[[ Data for this exercise open ]]

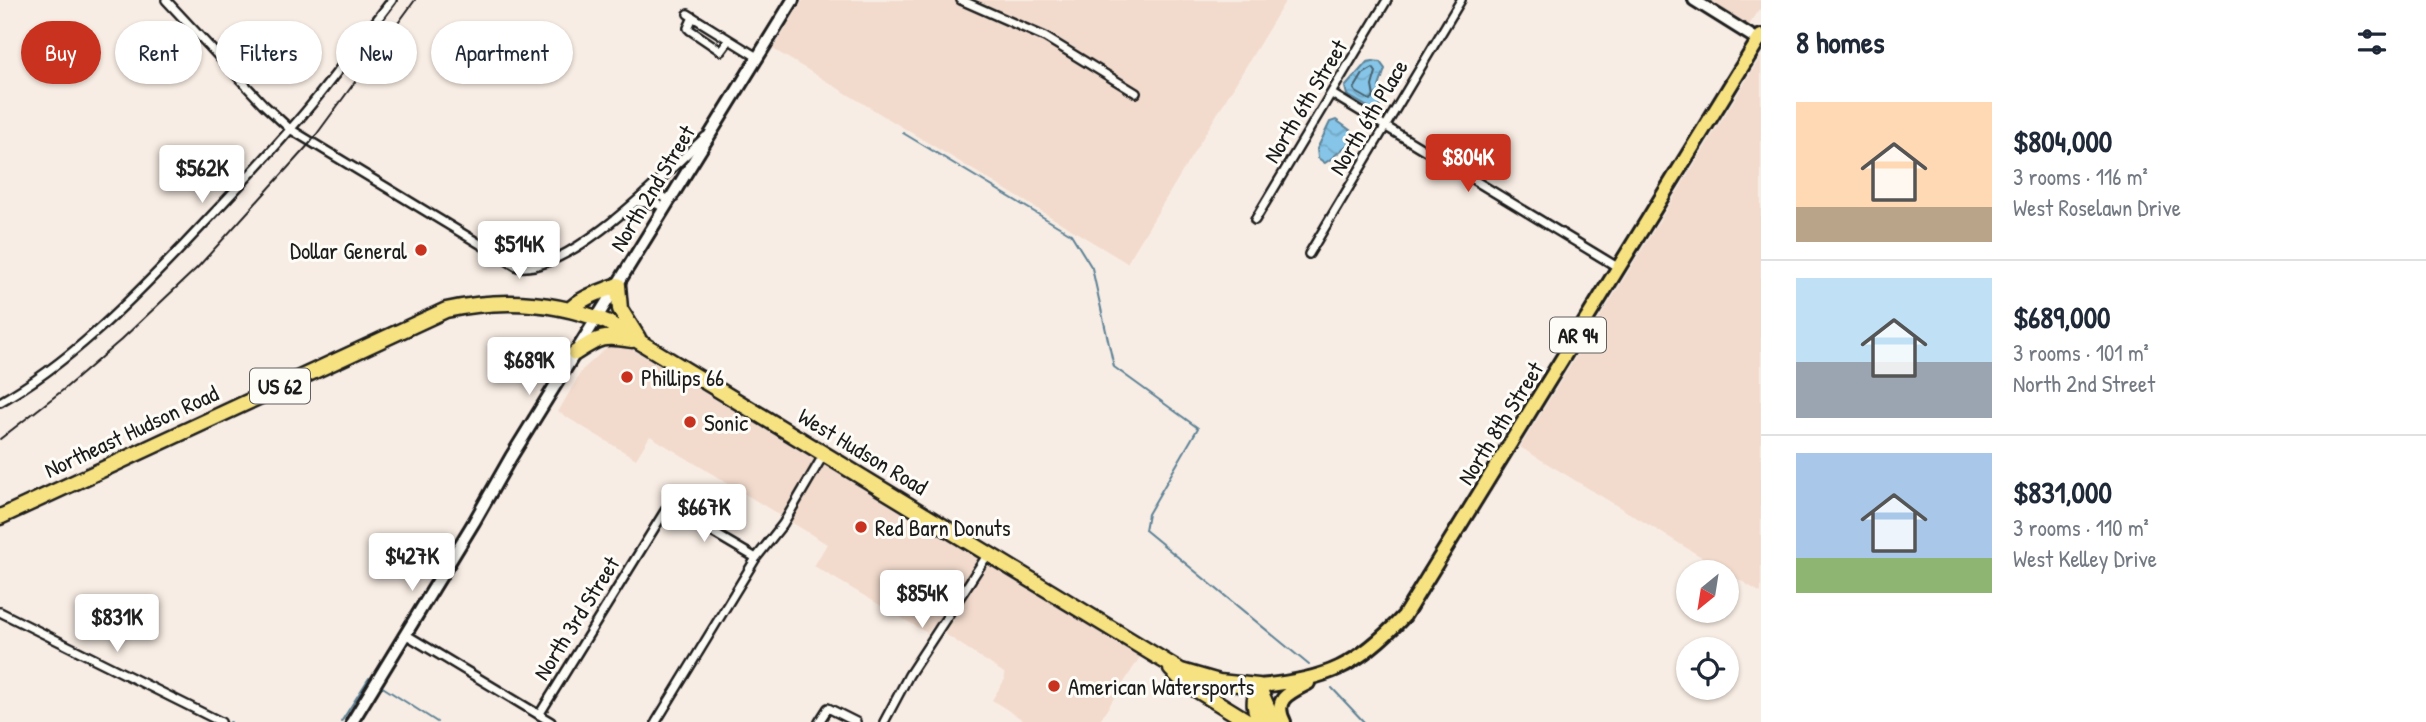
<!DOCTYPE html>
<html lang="en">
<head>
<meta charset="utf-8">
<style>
	body { margin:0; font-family:"Patrick Hand",sans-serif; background:#f2f2f3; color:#1f2937; height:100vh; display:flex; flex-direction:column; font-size:26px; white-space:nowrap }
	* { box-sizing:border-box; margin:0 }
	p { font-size:23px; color:#747a83 }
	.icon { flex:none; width:38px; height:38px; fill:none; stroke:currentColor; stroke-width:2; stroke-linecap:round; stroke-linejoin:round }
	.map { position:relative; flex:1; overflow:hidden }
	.sheet { display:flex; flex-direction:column; background:#fff; width:665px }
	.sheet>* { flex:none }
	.banner { position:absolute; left:21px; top:21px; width:665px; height:63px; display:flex; gap:14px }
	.needle { width:46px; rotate:210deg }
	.buttons { position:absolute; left:1676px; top:560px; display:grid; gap:14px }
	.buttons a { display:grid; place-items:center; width:63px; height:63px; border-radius:50%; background:#fff; box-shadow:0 2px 5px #0004; font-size:35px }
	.price { position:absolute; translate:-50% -60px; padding:0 16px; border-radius:7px; background:#fff; color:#222; font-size:23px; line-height:46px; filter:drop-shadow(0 2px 4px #0008) }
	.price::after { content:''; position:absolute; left:50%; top:42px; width:21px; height:16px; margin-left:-10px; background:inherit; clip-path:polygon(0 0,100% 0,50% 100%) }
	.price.selected { background:#c8321e; color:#fff }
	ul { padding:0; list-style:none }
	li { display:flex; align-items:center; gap:21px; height:175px; padding:0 35px }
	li+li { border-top:2px solid #e0e1e3 }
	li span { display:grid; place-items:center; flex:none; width:196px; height:140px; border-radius:0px; color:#555 }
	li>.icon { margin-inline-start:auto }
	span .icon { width:84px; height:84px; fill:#fffc; stroke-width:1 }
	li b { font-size:30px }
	h2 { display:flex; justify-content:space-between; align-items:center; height:84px; padding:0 35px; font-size:30px }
	.tag { padding:0 24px; border-radius:32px; background:#fff; box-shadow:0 2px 5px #0004; font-size:24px; line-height:63px }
	.tag.selected { background:#c8321e; color:#fff }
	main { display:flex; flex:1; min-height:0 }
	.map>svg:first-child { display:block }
</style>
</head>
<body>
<main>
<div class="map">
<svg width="1761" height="722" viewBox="0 0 1761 722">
	<defs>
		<pattern id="water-waves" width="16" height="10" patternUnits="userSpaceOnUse" patternTransform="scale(1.75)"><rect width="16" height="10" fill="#86c5e7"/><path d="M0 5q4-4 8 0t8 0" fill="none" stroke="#73a9c6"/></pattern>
	</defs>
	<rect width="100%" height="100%" fill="#f8ede4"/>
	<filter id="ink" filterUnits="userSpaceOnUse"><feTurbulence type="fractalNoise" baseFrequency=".0143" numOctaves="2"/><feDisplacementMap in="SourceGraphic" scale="14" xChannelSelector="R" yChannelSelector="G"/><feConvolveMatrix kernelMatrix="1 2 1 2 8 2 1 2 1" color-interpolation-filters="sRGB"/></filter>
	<g filter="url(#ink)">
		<path fill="#f2dbcd" d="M803 0H1286L1127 263 773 49Z
			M1708 0H1761V8L1749 25Z
			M1761 56V593L1520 447Z
			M615 340 624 344 1140 657 1099 722H1026L992 700 1005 679 1004 673 933 626 927 633 814 566 827 544 650 436 636 459 558 412 582 370Z"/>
		<path fill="url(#water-waves)" stroke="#5c8196" stroke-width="2" d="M1373 61 1380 62 1385 69 1379 87 1382 95 1379 110H1373L1347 95 1345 87 1367 62Z
			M1336 120 1357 135C1354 140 1330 160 1325 163L1318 158 1317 149 1330 122Z"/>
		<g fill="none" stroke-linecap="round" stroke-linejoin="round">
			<path stroke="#46606d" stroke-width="2" d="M1373 68 1376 72 1372 86 1374 97 1370 100 1356 92 1354 89 1363 74Z"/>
			<path stroke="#5c8196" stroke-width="2" d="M903 133 1071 234 1092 268 1114 367 1198 428 1148 514 1145 530 1309 665
				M381 686 437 722
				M1332 688 1364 722
				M230 722H231
				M341 722 369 678"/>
			<g stroke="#1c1c1c" stroke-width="12">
				<path id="street" d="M166 0 263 104 290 129 518 267C571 273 666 173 705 137
					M961 0 1045 37 1136 93
					M688 14 757 57
					M693 17 688 28 690 30 721 51 729 40
					M1332 94 1619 268
					M645 193H654L670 200
					M637 202 657 204 665 208
					M1255 220 1387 0
					M1309 254 1461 0
					M0 402C68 364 125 306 178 251 223 203 269 156 311 105 339 71 365 35 392 0
					M0 612 221 722
					M405 634 551 722
					M539 715 668 506 756 558
					M656 722 756 558 783 524 824 454
					M819 722 828 708 856 722
					M884 722 909 675 988 554"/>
			</g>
			<g stroke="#1c1c1c" stroke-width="16">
				<path id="secondary" d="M1694 0 1758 40H1761
					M352 722 474 522 511 457 793 0"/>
			</g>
			<g stroke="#1c1c1c" stroke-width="18">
				<path id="primary" d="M1258 686C1327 680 1357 666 1404 616L1761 36
					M1284 722C1272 699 1290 692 1308 683"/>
			</g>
			<g stroke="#1c1c1c" stroke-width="19">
				<path id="highway" d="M570 310C581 297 602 292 618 285L620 309 638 338
					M575 353C600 337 602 335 632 340
					M0 517 446 310C501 298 555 301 607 322L1181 671 1219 682 1258 686
					M1171 669 1184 682 1249 722
					M1258 686 1274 722
					M1258 686C1253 701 1253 710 1262 722"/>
			</g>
			<use href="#street" stroke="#fdfcf7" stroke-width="7"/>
			<use href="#secondary" stroke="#fdfcf7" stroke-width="10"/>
			<use href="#primary" stroke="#f7e281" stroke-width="12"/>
			<use href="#highway" stroke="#f7e281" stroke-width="14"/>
			<path stroke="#1c1c1c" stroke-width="2" d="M0 439 63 390 121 340 198 267 311 142 415 0"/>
		</g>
	</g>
	<g fill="#c8321e" stroke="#fdfcf7" stroke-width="2.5">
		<circle cx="421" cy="250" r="7"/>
		<circle cx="627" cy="377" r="7"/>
		<circle cx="690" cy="422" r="7"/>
		<circle cx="861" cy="527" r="7"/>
		<circle cx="1054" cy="686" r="7"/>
	</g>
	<g text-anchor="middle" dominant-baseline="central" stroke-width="6" stroke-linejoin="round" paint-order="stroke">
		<g fill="#fdfcf7" stroke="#605f5e" stroke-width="2">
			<rect x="1550" y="317.5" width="56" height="35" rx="5"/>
			<rect x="250" y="368.5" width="60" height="35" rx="5"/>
		</g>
		<g font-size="21" font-weight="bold" fill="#1c1c1c">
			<text x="1578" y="335">AR 94</text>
			<text x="280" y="386">US 62</text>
		</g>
		<g font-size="23" fill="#1c1c1c" stroke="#fdfcf7">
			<text transform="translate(1305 101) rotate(-59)">North 6th Street</text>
			<text transform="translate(1368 117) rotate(-59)">North 6th Place</text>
			<text transform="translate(652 188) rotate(-59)">North 2nd Street</text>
			<text transform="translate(1500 423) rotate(-58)">North 8th Street</text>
			<text transform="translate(131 431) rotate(-25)">Northeast Hudson Road</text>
			<text transform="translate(863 451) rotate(31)">West Hudson Road</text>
			<text transform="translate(576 618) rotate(-58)">North 3rd Street</text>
		</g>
		<g font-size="23" fill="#1c1c1c" stroke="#fdfcf7" text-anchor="start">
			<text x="407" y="250" text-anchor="end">Dollar General</text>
			<text x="641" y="377">Phillips 66</text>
			<text x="704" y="422">Sonic</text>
			<text x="875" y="527">Red Barn Donuts</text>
			<text x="1068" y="686">American Watersports</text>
		</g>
	</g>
</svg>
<div class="buttons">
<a><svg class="needle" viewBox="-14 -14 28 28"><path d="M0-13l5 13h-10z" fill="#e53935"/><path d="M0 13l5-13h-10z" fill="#747a83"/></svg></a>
<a><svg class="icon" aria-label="locate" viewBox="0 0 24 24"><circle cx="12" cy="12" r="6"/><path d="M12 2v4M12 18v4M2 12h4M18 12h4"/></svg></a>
</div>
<b class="price selected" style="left:1468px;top:194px">$804K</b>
<b class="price" style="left:202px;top:205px">$562K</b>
<b class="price" style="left:519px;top:281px">$514K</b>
<b class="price" style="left:529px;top:397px">$689K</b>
<b class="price" style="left:704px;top:544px">$667K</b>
<b class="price" style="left:412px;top:593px">$427K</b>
<b class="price" style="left:922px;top:630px">$854K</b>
<b class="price" style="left:117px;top:654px">$831K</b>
<div class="banner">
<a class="tag selected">Buy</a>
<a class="tag">Rent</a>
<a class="tag">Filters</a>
<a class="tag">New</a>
<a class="tag">Apartment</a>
</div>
</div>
<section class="sheet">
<h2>8 homes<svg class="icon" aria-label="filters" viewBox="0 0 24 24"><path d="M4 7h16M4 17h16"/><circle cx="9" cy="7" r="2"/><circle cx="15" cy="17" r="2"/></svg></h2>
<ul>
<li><span style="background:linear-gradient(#ffd9b3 75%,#b9a48a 0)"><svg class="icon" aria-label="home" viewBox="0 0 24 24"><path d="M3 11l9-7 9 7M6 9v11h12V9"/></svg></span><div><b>$804,000</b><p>3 rooms · 116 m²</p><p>West Roselawn Drive</p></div></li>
<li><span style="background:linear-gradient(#bfe0f5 60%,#9aa5b1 0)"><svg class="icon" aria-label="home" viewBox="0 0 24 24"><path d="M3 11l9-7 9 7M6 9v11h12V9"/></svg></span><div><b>$689,000</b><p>3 rooms · 101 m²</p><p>North 2nd Street</p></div></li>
<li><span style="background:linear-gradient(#a9c7e8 75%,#8fb573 0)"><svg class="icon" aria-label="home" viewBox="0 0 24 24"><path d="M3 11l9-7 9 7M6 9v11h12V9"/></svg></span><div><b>$831,000</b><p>3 rooms · 110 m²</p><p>West Kelley Drive</p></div></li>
</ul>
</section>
</main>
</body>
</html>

[[ Data for this exercise closed ]]

* [What is required]
Leave out the pictures and repeat exactly the lines from the first line of the data through the line containing "display:flex; flex:1; min-height:0". Add nothing else.

* [Response area]
<!DOCTYPE html>
<html lang="en">
<head>
<meta charset="utf-8">
<style>
	body { margin:0; font-family:"Patrick Hand",sans-serif; background:#f2f2f3; color:#1f2937; height:100vh; display:flex; flex-direction:column; font-size:26px; white-space:nowrap }
	* { box-sizing:border-box; margin:0 }
	p { font-size:23px; color:#747a83 }
	.icon { flex:none; width:38px; height:38px; fill:none; stroke:currentColor; stroke-width:2; stroke-linecap:round; stroke-linejoin:round }
	.map { position:relative; flex:1; overflow:hidden }
	.sheet { display:flex; flex-direction:column; background:#fff; width:665px }
	.sheet>* { flex:none }
	.banner { position:absolute; left:21px; top:21px; width:665px; height:63px; display:flex; gap:14px }
	.needle { width:46px; rotate:210deg }
	.buttons { position:absolute; left:1676px; top:560px; display:grid; gap:14px }
	.buttons a { display:grid; place-items:center; width:63px; height:63px; border-radius:50%; background:#fff; box-shadow:0 2px 5px #0004; font-size:35px }
	.price { position:absolute; translate:-50% -60px; padding:0 16px; border-radius:7px; background:#fff; color:#222; font-size:23px; line-height:46px; filter:drop-shadow(0 2px 4px #0008) }
	.price::after { content:''; position:absolute; left:50%; top:42px; width:21px; height:16px; margin-left:-10px; background:inherit; clip-path:polygon(0 0,100% 0,50% 100%) }
	.price.selected { background:#c8321e; color:#fff }
	ul { padding:0; list-style:none }
	li { display:flex; align-items:center; gap:21px; height:175px; padding:0 35px }
	li+li { border-top:2px solid #e0e1e3 }
	li span { display:grid; place-items:center; flex:none; width:196px; height:140px; border-radius:0px; color:#555 }
	li>.icon { margin-inline-start:auto }
	span .icon { width:84px; height:84px; fill:#fffc; stroke-width:1 }
	li b { font-size:30px }
	h2 { display:flex; justify-content:space-between; align-items:center; height:84px; padding:0 35px; font-size:30px }
	.tag { padding:0 24px; border-radius:32px; background:#fff; box-shadow:0 2px 5px #0004; font-size:24px; line-height:63px }
	.tag.selected { background:#c8321e; color:#fff }
	main { display:flex; flex:1; min-height:0 }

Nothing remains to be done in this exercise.